· Spark SQL · 4 min read
Apache Spark Local Setup Guide
Intro
In this article, we’re going to talk through setting up Apache Spark on your local machine, along with the development environment to follow along with this course.
If you didn’t read our previous post on what is Apache Spark and should you be using it, check it out here
What we are setting up
We are focussed on writing Apache Spark code with Python in this guide. That means we’re going to install the Python Library. We’re going to install Anaconda to manage this process and make it super easy. Then we’re going to make use of Jupyter notebooks to write and run our code.
Anaconda
Anaconda is a free and open-source distribution of the Python and R programming languages for scientific computing, data science, and machine learning. It includes a wide range of packages and tools for data analysis and visualization, as well as popular libraries such as NumPy, Pandas, scikit-learn, and TensorFlow.
One of the main benefits of Anaconda is that it simplifies the process of installing and managing packages and libraries. Instead of installing each package individually, you can use Anaconda to install everything you need in one go. Anaconda also comes with a package manager called conda, which allows you to easily install, update, and remove packages, as well as create and manage virtual environments.
Installing Anaconda
-
Download Anaconda: The first step is to download Anaconda from the Anaconda website (https://www.anaconda.com/products/individual). You should select the version that is compatible with your operating system (e.g., Windows, macOS, or Linux).
-
Install Anaconda: Once the download is complete, open the installation file and follow the prompts to install Anaconda. You may be asked to choose which components to install and where to install Anaconda. It is recommended to accept the default options.
-
Launch Anaconda Navigator: After the installation is complete, launch Anaconda Navigator. This will open a window that allows you to manage your Anaconda installation and launch various applications, including Jupyter notebooks.
Once you’ve completed the steps above, you should see a screen like this
Installing PySpark
Now that you have Anaconda, we can install PySpark really simply.
Open up Anaconda Prompt
Enter the following command, press enter
pip install pyspark
Once that’s done, we’re ready to start writing some code.
Jupyter Notebooks
We’re going to be running our code in Jupyter notebooks. One of the main benefits of Jupyter notebooks is that they allow you to write and run code in a flexible and interactive way. You can mix code blocks with text, equations, and visualizations, and you can run the code blocks one at a time or all at once. This makes it easy to test and debug code, as well as to document and share your work.
To get started, simply hit launch where you see Jupyter in Anaconda Navigator.
This will launch a terminal session, along with a window in your web browser where you can navigate.
If you just want to launch a Jupyter notebook, you can also just search for Jupyter
and launch from there
Create a new notebook
I’ve created a folder called Pyspark Tutorial
which I will be using to store all of the files for this course.

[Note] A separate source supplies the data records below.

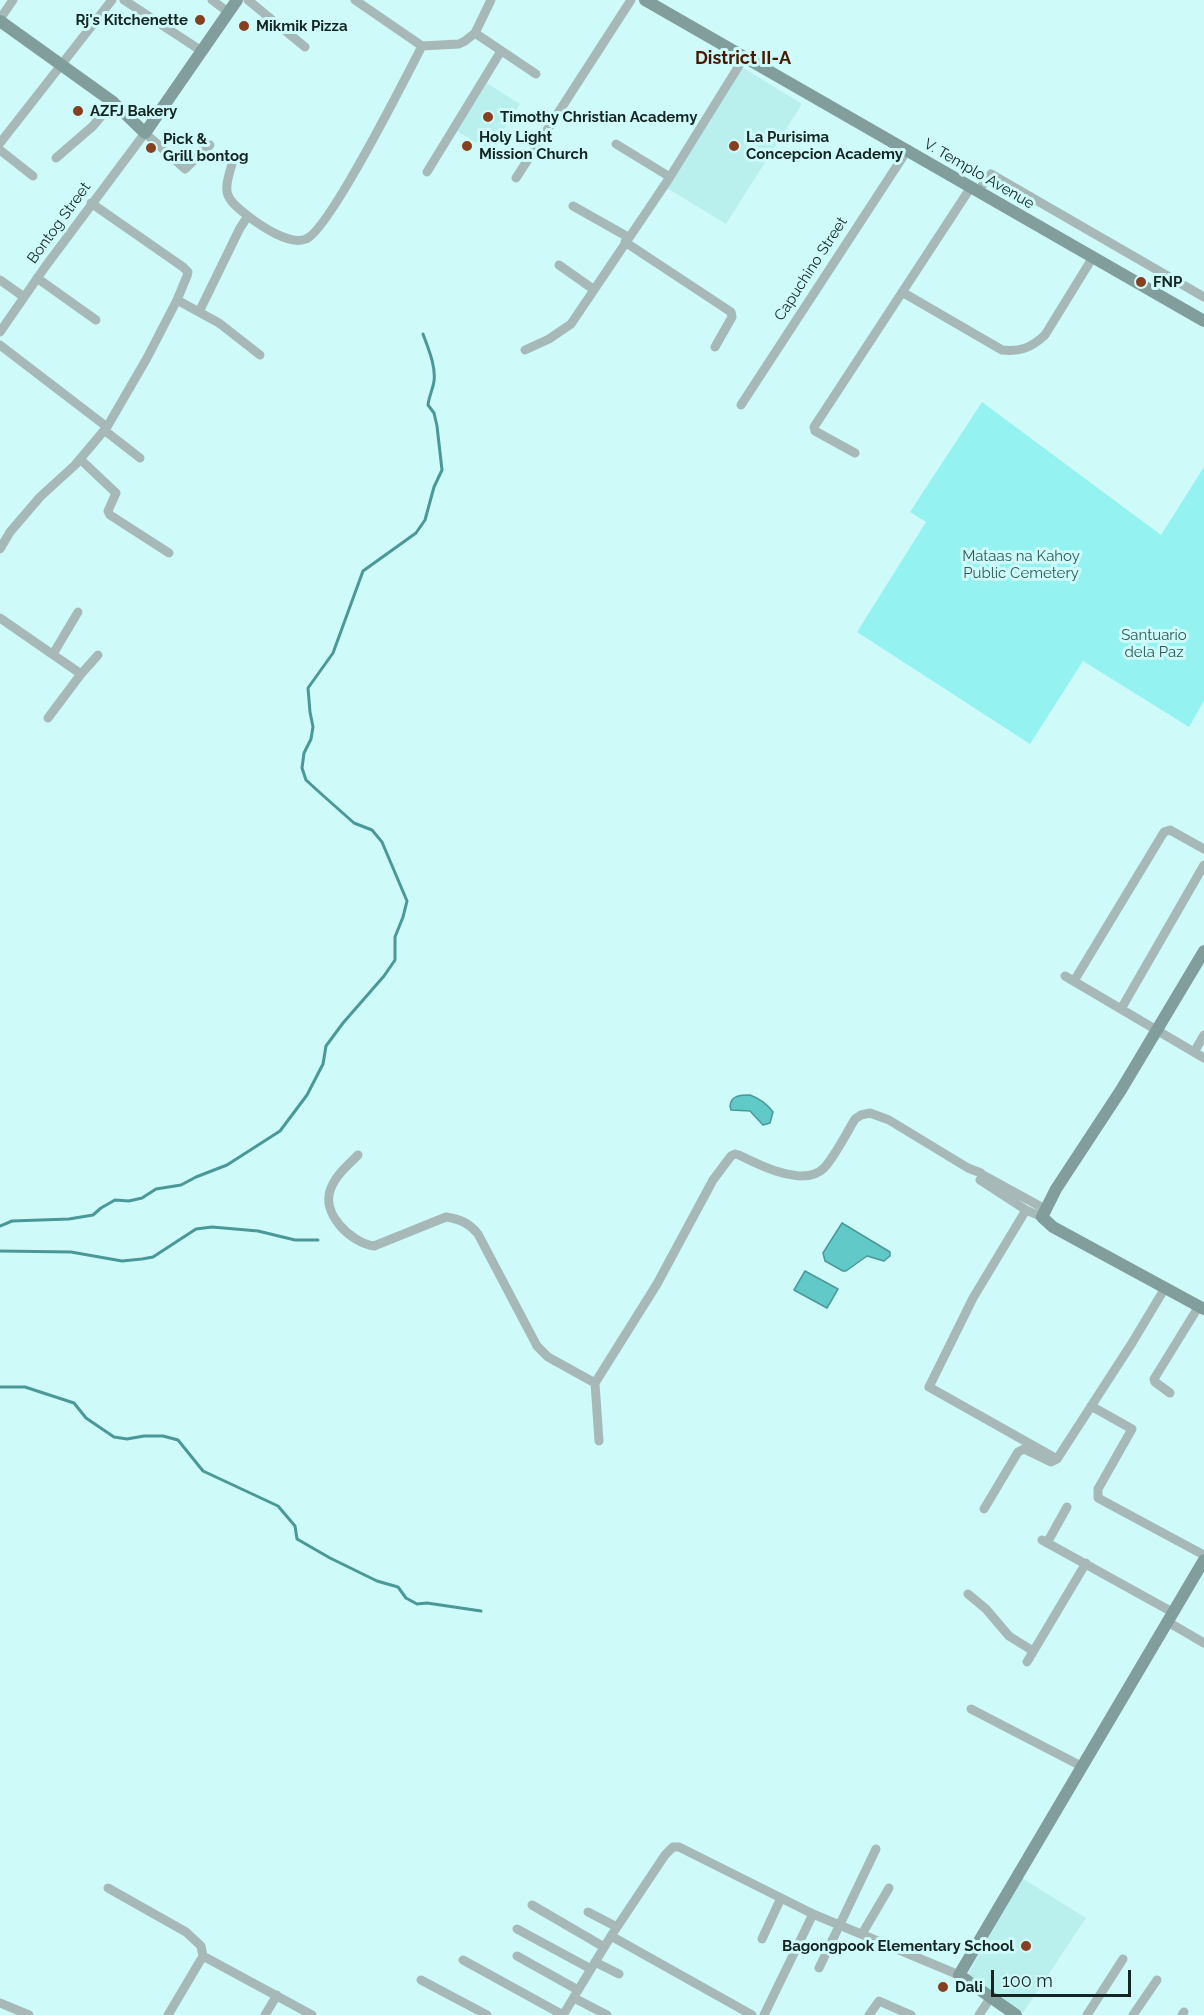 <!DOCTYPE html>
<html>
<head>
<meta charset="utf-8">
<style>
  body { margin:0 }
  #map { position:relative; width:1204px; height:2015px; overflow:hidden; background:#cefbf9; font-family:Raleway,sans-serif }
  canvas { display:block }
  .scale { position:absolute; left:991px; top:1970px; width:140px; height:27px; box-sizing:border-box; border:3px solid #142524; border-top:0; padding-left:8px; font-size:18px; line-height:21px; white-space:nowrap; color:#142524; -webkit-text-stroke:4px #cefbf9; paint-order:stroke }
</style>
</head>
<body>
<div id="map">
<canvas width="1204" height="2015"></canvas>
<div class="scale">100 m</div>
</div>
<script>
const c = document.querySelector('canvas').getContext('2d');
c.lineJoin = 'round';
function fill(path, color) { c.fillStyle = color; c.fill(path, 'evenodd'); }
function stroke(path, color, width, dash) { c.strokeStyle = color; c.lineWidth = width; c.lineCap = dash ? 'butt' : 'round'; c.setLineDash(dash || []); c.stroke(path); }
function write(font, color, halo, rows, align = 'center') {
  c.font = font + ' Raleway,sans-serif'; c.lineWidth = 6; c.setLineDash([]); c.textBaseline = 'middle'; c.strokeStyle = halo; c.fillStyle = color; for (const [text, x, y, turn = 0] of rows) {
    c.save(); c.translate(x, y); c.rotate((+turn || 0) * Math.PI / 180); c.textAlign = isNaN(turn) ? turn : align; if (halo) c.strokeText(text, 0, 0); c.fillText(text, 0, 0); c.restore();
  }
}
fill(new Path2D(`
  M 742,67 L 802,104 L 726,224 L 667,188 Z
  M 487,83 L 520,104 L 490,151 L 457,131 Z
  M 1022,1878 L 1086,1918 L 1023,2013 L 968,1974 Z`), '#b9f0ee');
fill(new Path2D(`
  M 982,402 L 1161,535 L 1204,467 L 1204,701 L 1189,727 L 1083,661 L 1030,744 L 857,632 L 926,522 L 910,512 Z`), '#94f3f0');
const water = new Path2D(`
  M 750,1095 C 760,1099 766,1103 773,1112 L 770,1123 L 763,1125 L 750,1111 L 731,1110 L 730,1106 C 731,1095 741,1095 750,1095 Z
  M 842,1223 L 890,1252 L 890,1256 L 884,1261 L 867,1256 L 846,1271 L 843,1271 L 825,1261 L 823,1253 Z
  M 805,1271 L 838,1289 L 827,1308 L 794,1290 Z`);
fill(water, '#61cac8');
stroke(water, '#4a9897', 1.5);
stroke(new Path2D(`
  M 0,1226 L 12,1221 L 69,1219 L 93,1215 L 101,1208 L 115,1200 L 129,1201 L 142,1198 L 156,1189 L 181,1185 L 196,1177 L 227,1165 L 280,1131 L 307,1095 L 323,1064 L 326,1046 L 343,1023 L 384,976 L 395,960 L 395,937 L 403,917 L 407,901 L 382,842 L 372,830 L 354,823 L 318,791 L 306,780 L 302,768 L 304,753 L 311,739 L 313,727 L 310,712 L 308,688 L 333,653 L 363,571 L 416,533 L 425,520 L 434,487 L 442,470 L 437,426 L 434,413 L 428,405 C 429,396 433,389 434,381 C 436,366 428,348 423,334
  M 0,1251 L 71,1252 L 122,1261 L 142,1259 L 153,1257 L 196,1229 L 212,1227 L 258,1231 L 295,1240 L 318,1240
  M 0,1387 L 25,1387 L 74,1403 L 86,1418 L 114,1437 L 127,1439 L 144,1436 L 163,1436 L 178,1440 L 203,1471 L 278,1506 L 295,1526 L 297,1539 L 330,1558 L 377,1581 L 398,1587 L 406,1598 L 417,1604 L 427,1603 L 481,1611`), '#4a9897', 3);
stroke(new Path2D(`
  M 124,0 L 200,50
  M 212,0 L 228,12
  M 248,0 L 305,47
  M 355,0 L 422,46 L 459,44 L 465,41 L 475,33 L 491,0
  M 0,19 L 13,0
  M 475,33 L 536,74
  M 0,143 L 112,0
  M 616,144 L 670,177
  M 0,150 L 33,176
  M 56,158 L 93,126 L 113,102
  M 232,164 C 223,194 224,197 248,216
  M 427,172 L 501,51
  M 516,178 L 631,0
  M 978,191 L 991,174 L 1204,297
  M 573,206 L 628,237
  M 625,242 L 731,312 L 732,317 L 715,347
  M 559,265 L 593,289
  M 37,278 L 96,320
  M 0,280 L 24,297
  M 902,292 L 1002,350 C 1020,352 1031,348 1045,335 L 1093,257
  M 177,300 L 219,323 L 260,355
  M 199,312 L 240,228 L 248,216 C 261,226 290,246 306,239 C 329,230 406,77 422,46
  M 0,332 L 45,267 L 145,133 L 185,169 L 210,145
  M 0,345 L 107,427
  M 525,350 L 549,339 L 571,324 L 668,180 L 745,56
  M 741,405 L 908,149
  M 104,430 L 140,458
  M 855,453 L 815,431 L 814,427 L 971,187
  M 80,459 L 116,493 L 108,511 L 110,515 L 169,553
  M 0,549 L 10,532 L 40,497 L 75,465 L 107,427 L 147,358 L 177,300 L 187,276 L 188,272 L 183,267 L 91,203
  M 0,618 L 81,674 L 98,655
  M 53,654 L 78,612
  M 48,718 L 81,674
  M 1065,976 L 1204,1058
  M 1074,981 L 1164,832 L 1170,830 L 1204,849
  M 1121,1009 L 1204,865
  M 1194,1052 L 1204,1035
  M 358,1155 C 348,1165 336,1175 331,1188 C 320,1213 351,1243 374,1246 L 446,1217 C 460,1219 469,1223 478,1234 L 537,1346 L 548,1357 L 595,1383
  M 983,1175 L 1045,1209
  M 980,1180 L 1026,1210 L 1042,1217
  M 1026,1210 L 973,1298 L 929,1387 L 1057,1459
  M 1170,1393 L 1155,1382 L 1154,1379 L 1199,1306
  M 1091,1406 L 1132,1429 L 1098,1489 L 1098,1498 L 1204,1555
  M 599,1441 L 595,1383 L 657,1284 L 713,1180 L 731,1156 L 735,1154 L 739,1155 C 759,1165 804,1188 824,1168 C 835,1156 846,1134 855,1119 L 861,1115 L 870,1113 L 889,1120 L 968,1168 L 981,1173
  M 984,1509 L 1018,1452 L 1024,1449 L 1051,1462 L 1057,1459 L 1132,1343 L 1165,1288
  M 1042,1540 L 1174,1613
  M 1047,1543 L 1067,1507
  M 968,1594 L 986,1609 L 1009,1636 L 1033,1651
  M 1168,1622 L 1204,1643
  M 1027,1662 L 1086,1563
  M 971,1709 L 1083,1767
  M 108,1888 L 186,1932 L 201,1946 L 203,1956
  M 532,1905 L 604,1947
  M 588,1912 L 617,1927
  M 517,1929 L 591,1969
  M 862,1934 L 889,1888
  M 611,1936 L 752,2015
  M 762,1939 L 781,1898
  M 517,1956 L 578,1990
  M 463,1960 L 563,2015 L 611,1936 L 665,1855 L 673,1847 L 679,1847 L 813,1914 L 959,1975
  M 595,1962 L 619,1974
  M 819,1968 L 876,1849
  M 421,1980 L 487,2015
  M 574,1998 L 607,2015
  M 0,2003 L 29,2015
  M 168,2015 L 203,1956 L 312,2015
  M 265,2015 L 277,1995
  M 764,2015 L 813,1914
  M 869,2015 L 879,2001 L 911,2015
  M 979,2015 L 991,1997
  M 1087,2015 L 1123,1959
  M 1133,2015 L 1157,1980
  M 1182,2015 L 1184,2012`), '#a6b9b8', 9);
stroke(new Path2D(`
  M 645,0 L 1204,321
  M 0,21 L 113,102 L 145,133 L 237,0
  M 1204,951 L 1121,1090 L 1056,1189 L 1042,1217 L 1053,1227 L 1204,1309
  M 1016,2015 L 959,1975 L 1204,1560`), '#819d9c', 12);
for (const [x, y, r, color] of [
  [200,20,6,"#87401f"],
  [244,26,6,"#87401f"],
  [78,111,6,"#87401f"],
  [488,117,6,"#87401f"],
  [467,146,6,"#87401f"],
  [734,146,6,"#87401f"],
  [151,148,6,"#87401f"],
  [1141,282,6,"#87401f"],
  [1026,1946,6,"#87401f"],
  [943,1987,6,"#87401f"]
]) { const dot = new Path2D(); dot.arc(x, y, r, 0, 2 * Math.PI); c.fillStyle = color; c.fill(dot); stroke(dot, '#cefbf9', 2); }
write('bold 15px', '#142524', '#cefbf9', [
  ["Rj's Kitchenette",188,20,"right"],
  ["Mikmik Pizza",256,26],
  ["AZFJ Bakery",90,111],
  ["Timothy Christian Academy",500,117],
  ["Holy Light",479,137],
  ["Mission Church",479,154],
  ["La Purisima",746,137],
  ["Concepcion Academy",746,154],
  ["Pick &",163,139],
  ["Grill bontog",163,156],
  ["FNP",1153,282],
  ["Bagongpook Elementary School",1014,1946,"right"],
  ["Dali",955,1987]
], 'left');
write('15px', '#142524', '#cefbf9', [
  ["V. Templo Avenue",979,174,30],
  ["Bontog Street",59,223,-54],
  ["Capuchino Street",811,269,-57]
]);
write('15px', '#2d5c5a', '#cefbf9', [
  ["Mataas na Kahoy",1021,556],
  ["Public Cemetery",1021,573],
  ["Santuario",1154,635],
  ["dela Paz",1154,652]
]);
write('bold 18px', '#481802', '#cefbf9', [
  ["District II-A",743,59]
]);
</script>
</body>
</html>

From there, in the top right you should see a button for new
. Simply hit new and choose the Python Notebook.
This should launch another web browser window, and you’re now ready to start writing some code!
Jupyter Notebooks
If you’re not familiar with Jupyter notebooks, you can check out our introduction to Jupyter notebooks guide.
In this guide, we will go over some key functionality of Jupyter notebooks that are essential to learn.
Test PySpark is working
We will talk about this more, however let’s just validate that this is working
from pyspark.sql import SparkSession
spark = SparkSession.builder.getOrCreate()
print(type(spark))
The output should be <class 'pyspark.sql.session.SparkSession'>
Let’s look at what this is doing
Creating a Spark Session
-
from pyspark.sql import SparkSession
: This imports the SparkSession class from the pyspark.sql module. A SparkSession is used to create a connection to a Spark cluster, and to create DataFrames and Datasets (which are data structures used in Spark). -
spark = SparkSession.builder.getOrCreate()
: This creates a SparkSession object. The builder attribute is used to create a SparkSession.Builder, which can be used to configure the SparkSession. The getOrCreate() method creates a SparkSession, or if one already exists, returns the active one.
So, in summary, this code creates a SparkSession object, which is used to create a connection to a Spark cluster and to create DataFrames and Datasets. You will write this code at the beginning of each notebook if you’re developing in a local environment. If you’re working in an integrated environment such as DataBricks, this should already be setup for you and configured on the cluster so you won’t need this code.
Conclusion
Now that you have everything setup and working, we’re ready to start using Apache Spark with Python.